According to Scientific American, the citric acid in Mountain Dew would eat away a mouse’s bones in a similar manner as it erodes teeth, breaking down the chemical bonds that hold the tissue together by infiltrating them with positively charged particles. They also went on to state vaguely that this acid is probably fine for people with healthy digestive tracts, and it shouldn’t harm your stomach like it does your teeth (though I personally wouldn’t risk my health on such an assumption).
This statement is a little disturbing, given the fact that the idea that a healthy digestive tract can withstand these substances is based on mere supposition. Add in the reality that these drinks often cause acid reflux, along with the rising rate of acid reflux in developed countries, and a worrisome trend begins to emerge. While acid reflux is more pronounced when the body is horizontal (sleeping), the sheer volume of these kinds of soft drinks being consumed in the USA means that acid reflux is well past the danger point. Any time you ingest a gassy drink, you are going to get belching — and acid — into the esophagus. How much is too much?
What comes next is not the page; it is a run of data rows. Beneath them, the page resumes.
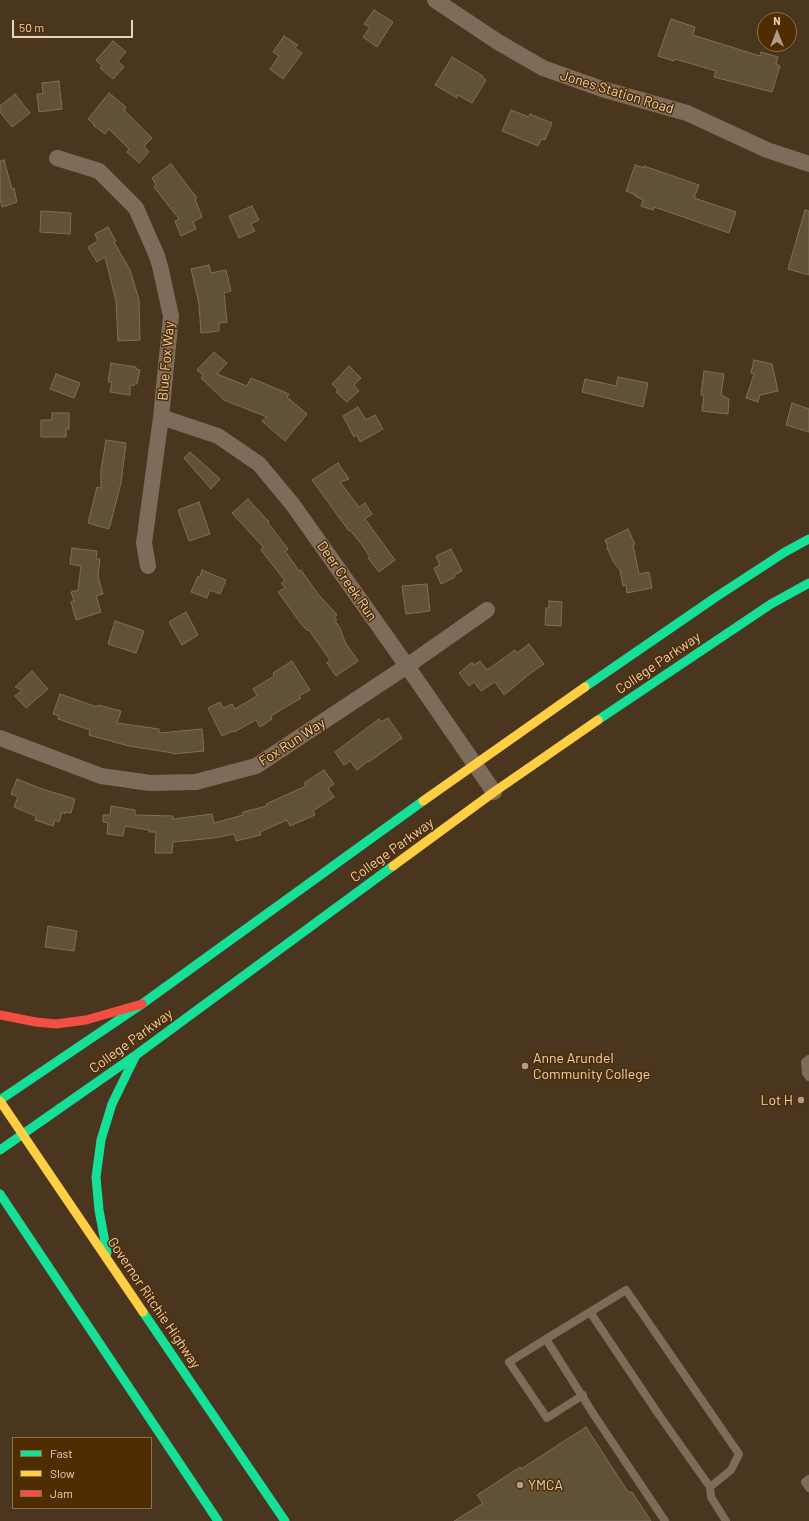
<!DOCTYPE html>
<html>
<head>
<meta charset="utf-8">
<style>
	body { margin:0 }
	#map { position:relative; width:809px; height:1521px; overflow:hidden; background:#4a361e; font-family:Barlow,sans-serif }
	canvas { display:block }
	.legend { position:absolute; left:12px; top:1437px; width:140px; height:72px; box-sizing:border-box; background:#502d00; border:1px solid #8d6f4c; margin:0; padding:5px 7px; list-style:none; font-size:12px; color:#e8d2bd }
	.legend li { display:flex; align-items:center; gap:8px; height:20px }
	.legend b { width:20px; border:1px solid #8d6f4c }
	.north { position:absolute; left:757px; top:12px; width:40px; height:40px; box-sizing:border-box; background:#502d00; border:1px solid #8d6f4c; border-radius:50%; rotate:0deg; font-size:11px; font-weight:700; line-height:16px; text-align:center; color:#e8d2bd }
	.north::after { content:''; display:block; margin:auto; width:14px; height:18px; background:#b19b85; clip-path:polygon(50% 0,100% 100%,50% 72%,0 100%) }
	.scale { position:absolute; left:12px; top:20px; width:121px; height:18px; box-sizing:border-box; border:2px solid #e8d2bd; border-top:0; padding-left:5px; font-size:12px; line-height:14px; white-space:nowrap; color:#e8d2bd; -webkit-text-stroke:3px #502d00; paint-order:stroke }
</style>
</head>
<body>
<div id="map">
<canvas width="809" height="1521"></canvas>
<ul class="legend">
<li><b style="height:5px;background:#16e098"></b>Fast</li>
<li><b style="height:5px;background:#ffcf43"></b>Slow</li>
<li><b style="height:5px;background:#f24e42"></b>Jam</li>
</ul>
<div class="north">N</div>
<div class="scale">50 m</div>
</div>
<script>
const g = document.querySelector('canvas').getContext('2d');
g.lineJoin = 'round';
function fill(path, color) {
  g.fillStyle = color;
  g.fill(path, 'evenodd');
}
function poly(rows) {
  const path = new Path2D();
  for (const r of rows) {
    path.moveTo(r[0], r[1]);
    for (let i = 2; i < r.length; i += 2) path.lineTo(r[i], r[i + 1]);
  }
  return path;
}
function trace(path, color, width, dash) {
  g.strokeStyle = color;
  g.lineWidth = width;
  g.lineCap = dash ? 'butt' : 'round';
  g.setLineDash(dash || []);
  g.stroke(path);
}
function drawText(font, color, halo, rows, align = 'center') {
  g.font = font + ' Barlow,sans-serif';
  g.lineWidth = 3;
  g.setLineDash([]);
  g.textBaseline = 'middle';
  g.strokeStyle = halo;
  g.fillStyle = color;
  for (const [text, x, y, turn = 0] of rows) {
    g.save();
    g.translate(x, y);
    g.rotate((+turn || 0) * Math.PI / 180);
    g.textAlign = isNaN(turn) ? turn : align;
    if (halo) g.strokeText(text, 0, 0);
    g.fillText(text, 0, 0);
    g.restore();
  }
}
const building = poly([
	[374,10,393,22,377,47,363,37,370,27,364,24,374,10],
	[671,19,695,27,693,35,760,56,761,52,778,57,776,64,780,66,772,92,714,77,716,71,689,63,675,59,674,61,658,56,671,19],
	[284,36,298,45,295,48,302,53,283,79,270,69,279,56,273,52,284,36],
	[113,41,126,52,118,61,124,67,113,79,100,68,102,66,96,60,113,41],
	[452,57,483,76,482,77,486,80,472,103,458,95,457,98,435,85,452,57],
	[59,81,62,109,39,112,37,94,43,94,42,83,59,81],
	[109,93,126,107,124,110,152,138,144,146,149,152,139,163,127,152,129,149,109,129,105,134,93,125,94,124,88,119,109,93],
	[15,94,30,113,12,127,0,112,0,106,15,94],
	[511,110,529,117,530,114,552,123,545,140,541,139,538,146,502,131,511,110],
	[4,160,12,189,14,188,17,202,2,207,0,199,0,161,4,160],
	[171,164,197,198,195,199,202,217,193,222,196,229,181,236,175,221,179,219,154,187,156,185,152,178,171,164],
	[635,165,644,168,644,166,699,185,694,198,736,212,729,233,669,212,654,207,653,210,641,206,643,200,635,196,636,195,626,191,635,165],
	[252,206,259,220,251,224,255,231,239,238,229,216,252,206],
	[805,210,809,211,809,275,788,269,805,210],
	[41,211,71,213,70,234,40,232,41,211],
	[108,227,116,241,114,242,130,270,139,300,140,340,118,341,116,301,105,257,97,262,88,247,98,241,95,234,108,227],
	[209,265,211,273,226,270,231,291,224,293,227,322,219,323,219,331,201,333,199,304,191,269,209,265],
	[214,352,227,363,217,374,247,386,251,378,289,394,287,397,307,414,285,441,262,421,267,417,224,400,201,378,203,375,197,370,214,352],
	[754,360,772,364,778,391,760,395,758,402,746,398,754,374,751,373,754,360],
	[111,363,136,367,136,369,140,370,137,384,134,384,134,386,130,385,130,395,110,392,112,382,108,382,111,363],
	[349,366,361,378,354,385,359,391,347,402,336,392,338,390,332,384,349,366],
	[704,371,724,374,721,395,729,399,728,414,702,411,704,395,701,395,704,371],
	[56,374,80,383,74,398,50,389,56,374],
	[618,377,648,383,643,407,582,392,585,379,616,386,618,377],
	[792,403,809,409,809,432,786,425,792,403],
	[358,407,366,420,375,415,383,429,360,442,357,435,354,437,343,416,358,407],
	[52,413,69,413,69,429,66,429,66,437,41,437,41,420,52,420,52,413],
	[106,440,126,443,121,483,109,529,88,523,97,487,101,488,101,470,106,440],
	[190,452,220,479,211,489,184,458,190,452],
	[338,463,349,479,340,482,359,507,365,503,372,514,365,519,395,560,379,572,368,558,370,557,362,545,350,530,349,531,312,480,338,463],
	[248,499,269,522,268,523,288,549,285,551,299,571,301,570,318,594,337,615,334,617,337,620,335,621,340,628,345,642,358,661,336,676,327,663,330,660,309,630,308,631,302,625,278,592,285,588,281,583,285,581,261,550,264,548,232,513,248,499],
	[199,502,210,534,189,541,178,510,199,502],
	[628,529,635,544,633,545,639,574,649,572,652,588,627,593,626,585,623,586,620,570,614,563,607,548,608,547,605,540,628,529],
	[72,548,97,551,96,559,100,559,98,576,103,594,96,596,101,612,76,620,71,602,74,601,71,592,78,590,81,566,70,564,72,548],
	[451,549,462,571,454,575,455,577,441,584,434,568,440,565,436,556,451,549],
	[202,570,226,580,220,594,210,590,207,598,191,592,198,576,200,577,202,570],
	[427,584,430,611,406,614,402,586,427,584],
	[549,601,562,602,561,626,545,625,546,608,549,608,549,601],
	[186,612,198,635,182,645,169,622,186,612],
	[115,621,144,631,136,653,108,644,115,621],
	[529,644,544,664,531,673,504,695,495,682,481,691,474,682,469,686,459,673,472,662,474,665,480,661,487,670,515,650,517,653,529,644],
	[292,661,310,690,299,696,301,698,271,716,272,719,260,727,256,720,234,732,233,731,222,736,208,708,220,702,223,708,232,704,235,709,257,696,253,689,274,676,273,673,292,661],
	[32,671,48,689,26,708,15,696,22,690,15,687,32,671],
	[60,694,97,707,98,705,121,711,117,723,159,729,159,733,202,729,204,751,173,754,173,753,129,746,89,735,90,730,58,719,59,716,53,714,60,694],
	[388,718,402,738,369,762,368,761,357,770,350,761,344,765,335,752,379,719,381,722,388,718],
	[324,770,334,784,328,788,334,797,313,811,315,815,290,826,287,820,260,832,261,835,236,841,234,834,214,838,173,842,172,853,155,853,156,832,149,832,149,830,125,826,123,836,107,834,108,823,103,822,103,815,110,815,111,806,135,810,135,815,173,816,173,819,212,814,214,823,243,815,243,812,267,806,266,804,306,786,304,783,324,770],
	[17,779,42,789,75,799,71,813,65,812,65,814,62,812,59,822,55,820,53,826,35,820,36,816,14,807,18,797,11,794,17,779],
	[48,926,77,931,74,951,45,947,48,926],
	[586,1427,628,1492,632,1492,651,1521,454,1521,483,1503,477,1495,520,1467,521,1469,586,1427]
]);
const lane = poly([
	[809,1059,805,1062,806,1073,809,1077],
	[590,1312,659,1415,710,1487,711,1497,726,1521],
	[546,1339,509,1362,547,1418,583,1395],
	[809,1479,805,1482,809,1488],
	[665,1521,596,1418,546,1339,626,1290,739,1454,731,1470,710,1487]
]);
const street = poly([
	[435,0,498,42,543,68,602,89,687,113,767,150,809,164],
	[57,158,99,171,136,208,157,256,160,266,171,316,161,417,144,543,148,566],
	[161,417,218,436,259,464,293,505,407,666,494,792],
	[0,738,101,776,150,783,196,782,256,766,407,666,487,610]
]);
const fast = poly([
	[585,687,716,597,785,552,809,539],
	[598,720,771,604,809,583],
	[0,1100,142,1004,423,801],
	[0,1150,136,1055,393,866],
	[0,1194,218,1521],
	[107,1253,99,1210,96,1177,101,1140,112,1104,136,1055],
	[143,1312,285,1521]
]);
const slow = poly([
	[423,801,585,687],
	[393,866,494,792,598,720],
	[0,1101,143,1312]
]);
const jam = poly([
	[0,1015,36,1022,56,1024,86,1020,142,1004]
]);
const markers = [
	[525,1066,4,"#b19b85"],
	[801,1100,4,"#b19b85"],
	[520,1485,4,"#b19b85"]
];
const streetNames = [
	["Jones Station Road",617,92,17],
	["Blue Fox Way",166,361,-85],
	["Deer Creek Run",347,581,55],
	["College Parkway",658,663,-34],
	["Fox Run Way",292,742,-33],
	["College Parkway",392,850,-36],
	["College Parkway",131,1041,-36],
	["Governor Ritchie Highway",154,1303,56]
];
const poiNames = [
	["Anne Arundel",533,1058],
	["Community College",533,1074],
	["Lot H",793,1100,"right"],
	["YMCA",528,1485]
];
fill(building, '#605137');
trace(building, '#7d6f5a', 1);
trace(lane, '#7d6c5a', 8);
trace(street, '#7d6c5a', 16);
trace(fast, '#16e098', 9);
trace(slow, '#ffcf43', 9);
trace(jam, '#f24e42', 9);
for (const [x, y, r, color] of markers) {
  const dot = new Path2D();
  dot.arc(x, y, r, 0, 2 * Math.PI);
  g.fillStyle = color;
  g.fill(dot);
  trace(dot, '#502d00', 1.5);
}
drawText('14px', '#e8d2bd', '#502d00', streetNames);
drawText('14px', '#e8d2bd', '#502d00', poiNames, 'left');
</script>
</body>
</html>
The research doesn’t say where the limit is, it only shows that most of us are far, far past it. Mechanical damage to cells is a huge risk factor for cancer, which is why asbestos particles, for example, cause lung cancer.
Esophageal cancer was very rare two generations ago, but is now becoming quite prevalent. Do soft drinks have something to do with this? Stomach acid dissolves tissue — that’s its purpose. The stomach lining does not extend into the esophagus, so the lower esophagus gets damaged by acid far more frequently in soft drink users than in non soft drink users. This results in a radical increase in cell mutations, along with a far higher level of free radicals.
High Fructose Corn Syrup
Then there is sugar. Sugar, primarily in the form of high fructose corn syrup (HFCS), is the highest calorie source in the United States today. While its mass appeal is vastly rooted in cultures worldwide, its health impacts are substantially detrimental and are often overlooked by the majority. We recently published an article on how HFCS literally makes you “stupid,” you can read that HERE. Multiple studies have shown this, including one conducted by UCLA which illustrated how sugar lowers your IQ. You can read about that HERE.
The reward centres of your brain respond to sugar in the same way they do with cocaine and heroin. It’s not something somebody can easily walk away from. What we are seeing is the same thing as drug addiction, and these giant food corporations know this. In fact, a Dutch health official recently called sugar the most dangerous drug of all time. (source) HERE is an article we wrote about a study which claimed that sugar is just as addictive as heroin.
“You end up with one of the great health epidemics of all time.” – Dr. David Kessler, former FDA commissioner
HERE is a video of a BBC journalist showing a Coca-Cola executive just how much sugar is in their drink.
There are a host of other troubling ingredients within these drinks, HFCS is just one.
Hopefully this gives you something to think about, especially if you are a parent, or a person who consumes soft drinks on a regular basis.